EXERCISE: Locate the string "Maid" throughout the material and copy every line in which it occurs.
____ RECORDED INFORMATION
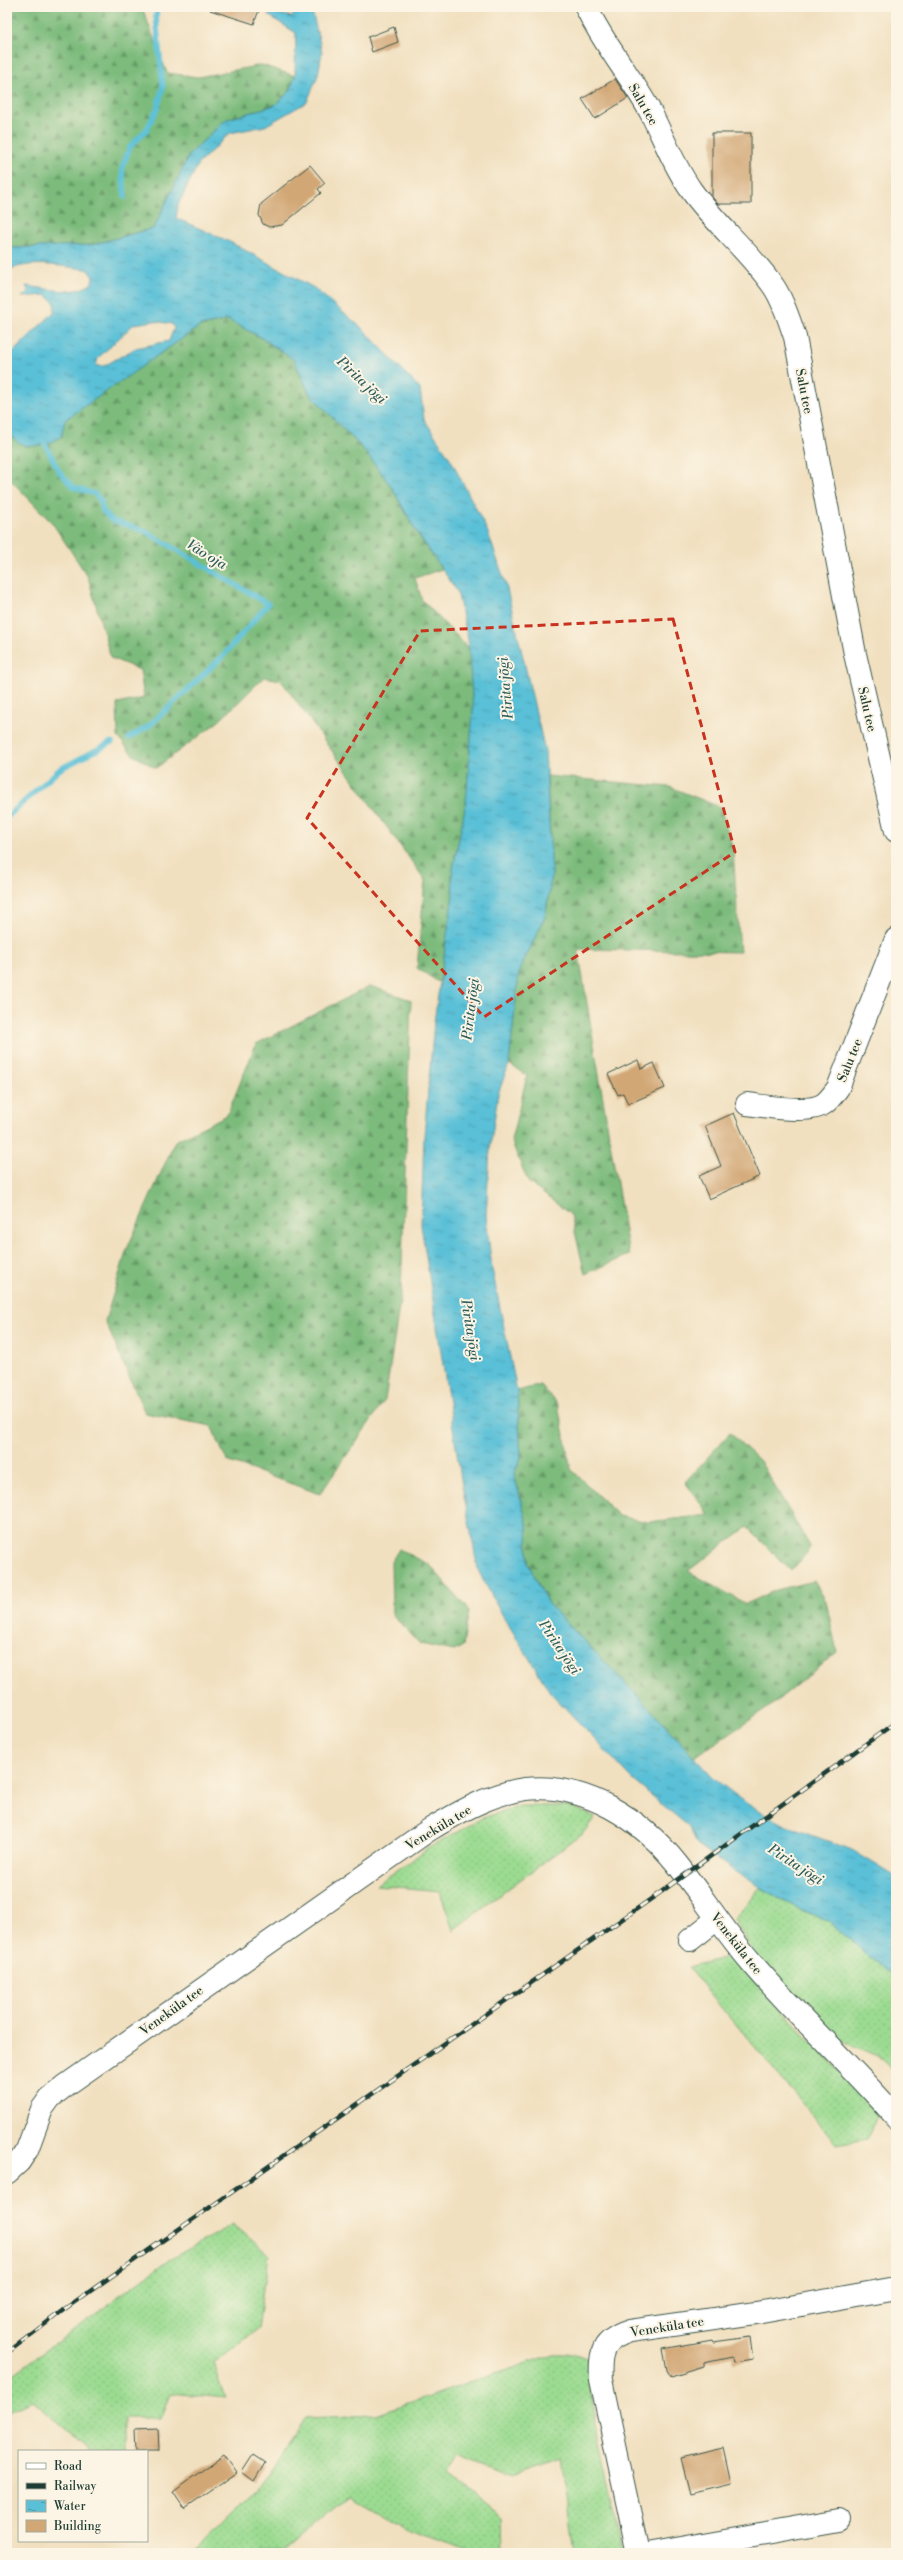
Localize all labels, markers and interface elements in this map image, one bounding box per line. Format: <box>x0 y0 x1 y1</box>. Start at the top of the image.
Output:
street label: Salu tee <box>625 81 662 129</box>
water label: Pirita jõgi <box>332 352 391 409</box>
street label: Salu tee <box>792 367 816 416</box>
water label: Väo oja <box>183 536 230 574</box>
water label: Pirita jõgi <box>494 656 518 721</box>
street label: Salu tee <box>854 685 880 734</box>
water label: Pirita jõgi <box>458 977 484 1042</box>
street label: Salu tee <box>834 1036 866 1085</box>
water label: Pirita jõgi <box>456 1297 484 1363</box>
water label: Pirita jõgi <box>534 1616 584 1679</box>
street label: Veneküla tee <box>402 1802 475 1854</box>
water label: Pirita jõgi <box>764 1840 827 1890</box>
street label: Veneküla tee <box>706 1909 766 1978</box>
street label: Veneküla tee <box>136 1982 207 2040</box>
street label: Veneküla tee <box>628 2313 706 2341</box>
legend <box>18 2450 148 2542</box>
text: Road <box>54 2459 82 2474</box>
text: Railway <box>54 2479 96 2494</box>
text: Water <box>53 2499 86 2514</box>
text: Building <box>53 2519 102 2534</box>

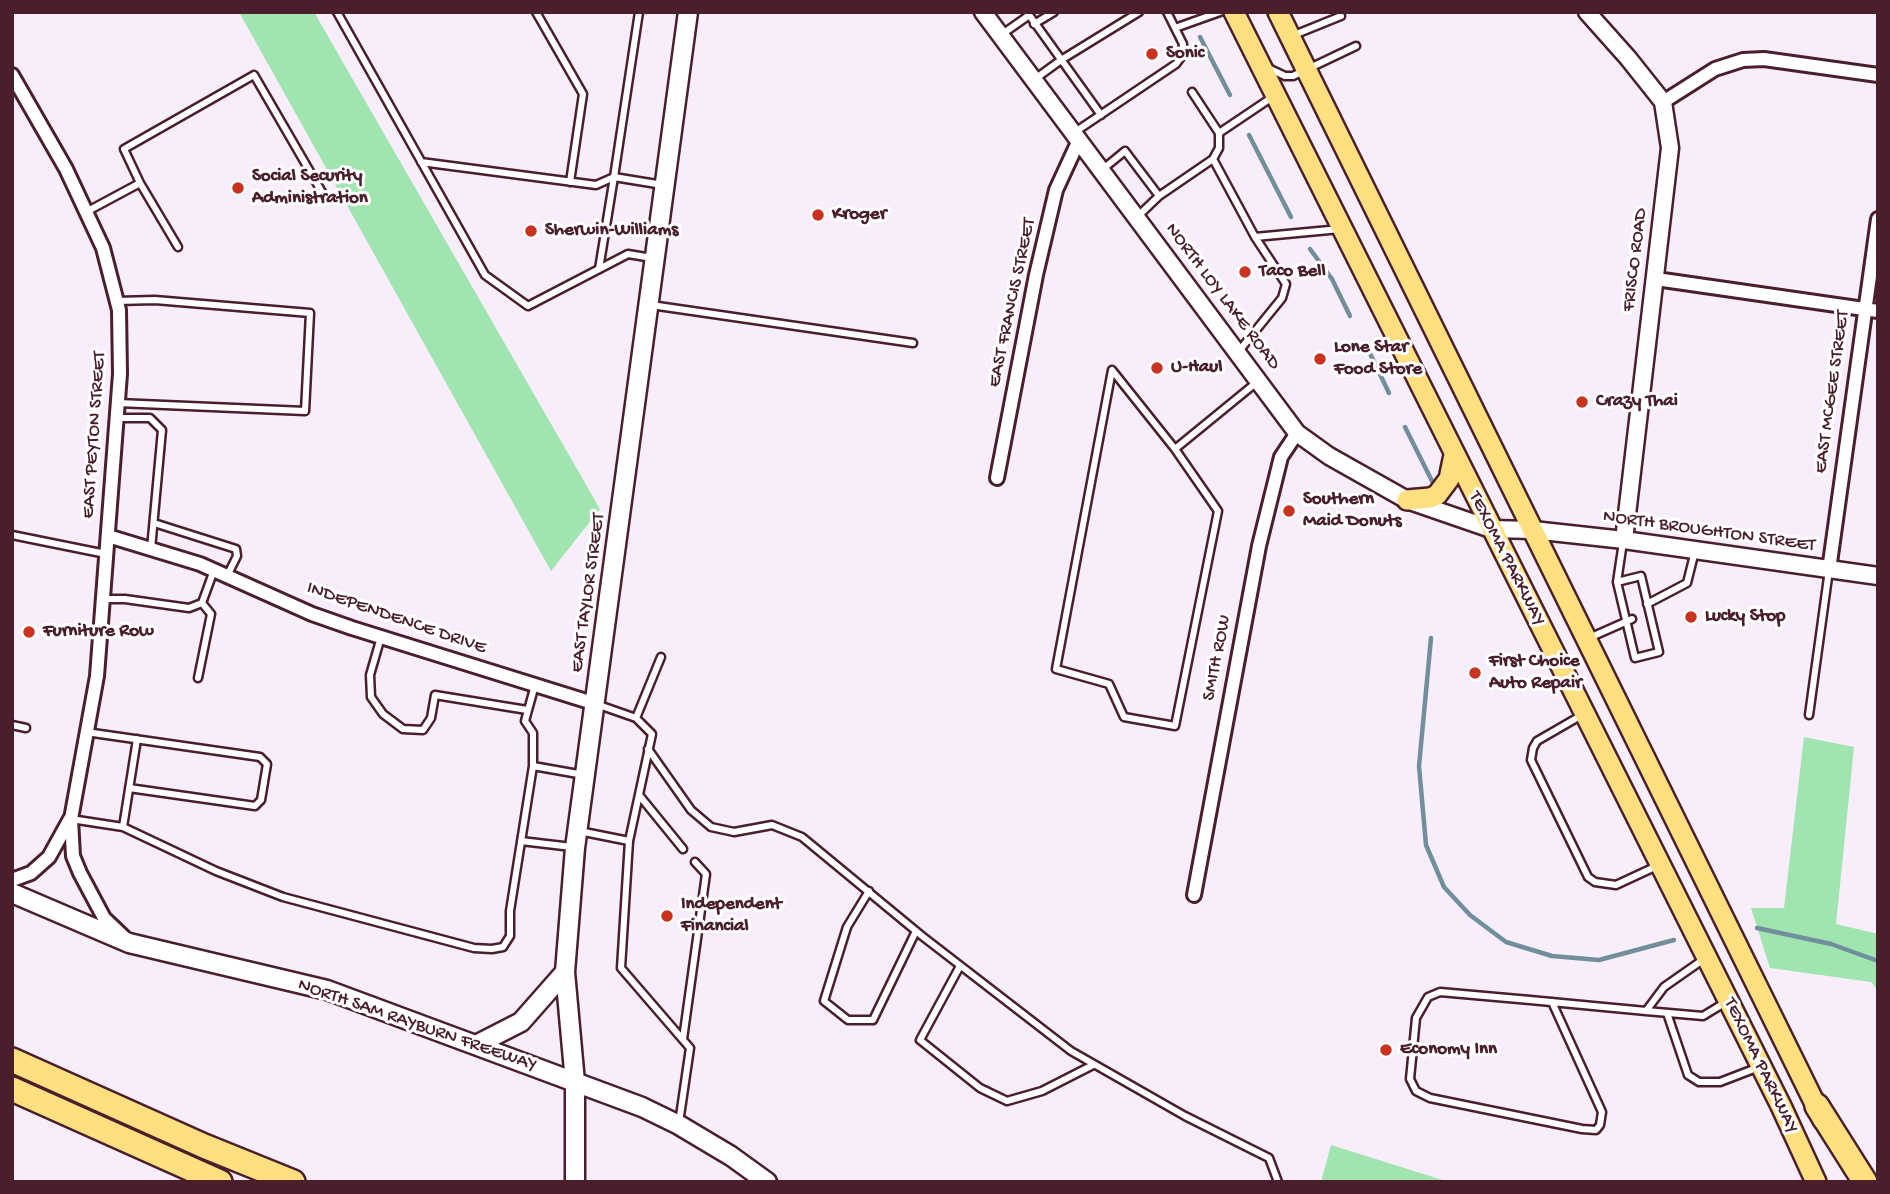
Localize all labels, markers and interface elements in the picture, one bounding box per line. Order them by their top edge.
place label: Sonic [1166,43,1204,65]
marker: Sonic [1144,46,1160,62]
place label: Social Security Administration [252,166,368,210]
marker: Social Security Administration [230,180,246,196]
place label: Kroger [832,204,886,226]
marker: Kroger [810,207,826,223]
street label: FRISCO ROAD [1618,207,1654,313]
street label: EAST FRANCIS STREET [984,216,1042,390]
street label: NORTH LOY LAKE ROAD [1159,219,1285,375]
place label: Sherwin-Williams [545,220,678,242]
marker: Sherwin-Williams [523,223,539,239]
place label: Taco Bell [1259,261,1326,283]
marker: Taco Bell [1237,264,1253,280]
street label: EAST MCGEE STREET [1810,309,1856,475]
place label: Lone Star Food Store [1334,337,1422,381]
street label: EAST PEYTON STREET [78,351,112,519]
marker: Lone Star Food Store [1312,351,1328,367]
place label: U-Haul [1171,357,1222,379]
marker: U-Haul [1149,360,1165,376]
place label: Crazy Thai [1596,391,1678,413]
marker: Crazy Thai [1574,394,1590,410]
street label: TEXOMA PARKWAY [1462,488,1550,630]
place label: Southern Maid Donuts [1303,489,1401,533]
marker: Southern Maid Donuts [1281,503,1297,519]
street label: NORTH BROUGHTON STREET [1601,506,1817,558]
street label: EAST TAYLOR STREET [567,512,611,674]
street label: INDEPENDENCE DRIVE [303,578,489,660]
place label: Lucky Stop [1705,606,1785,628]
marker: Lucky Stop [1683,609,1699,625]
street label: SMITH ROW [1199,613,1237,703]
place label: Furniture Row [43,621,154,643]
marker: Furniture Row [21,624,37,640]
place label: First Choice Auto Repair [1489,651,1582,695]
marker: First Choice Auto Repair [1467,665,1483,681]
place label: Independent Financial [681,894,781,938]
marker: Independent Financial [659,908,675,924]
street label: NORTH SAM RAYBURN FREEWAY [295,974,539,1078]
street label: TEXOMA PARKWAY [1717,995,1803,1137]
place label: Economy Inn [1400,1039,1497,1061]
marker: Economy Inn [1378,1042,1394,1058]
________
PROBLEM SOLUTION:
place label: Southern Maid Donuts [1303,489,1401,533]
marker: Southern Maid Donuts [1281,503,1297,519]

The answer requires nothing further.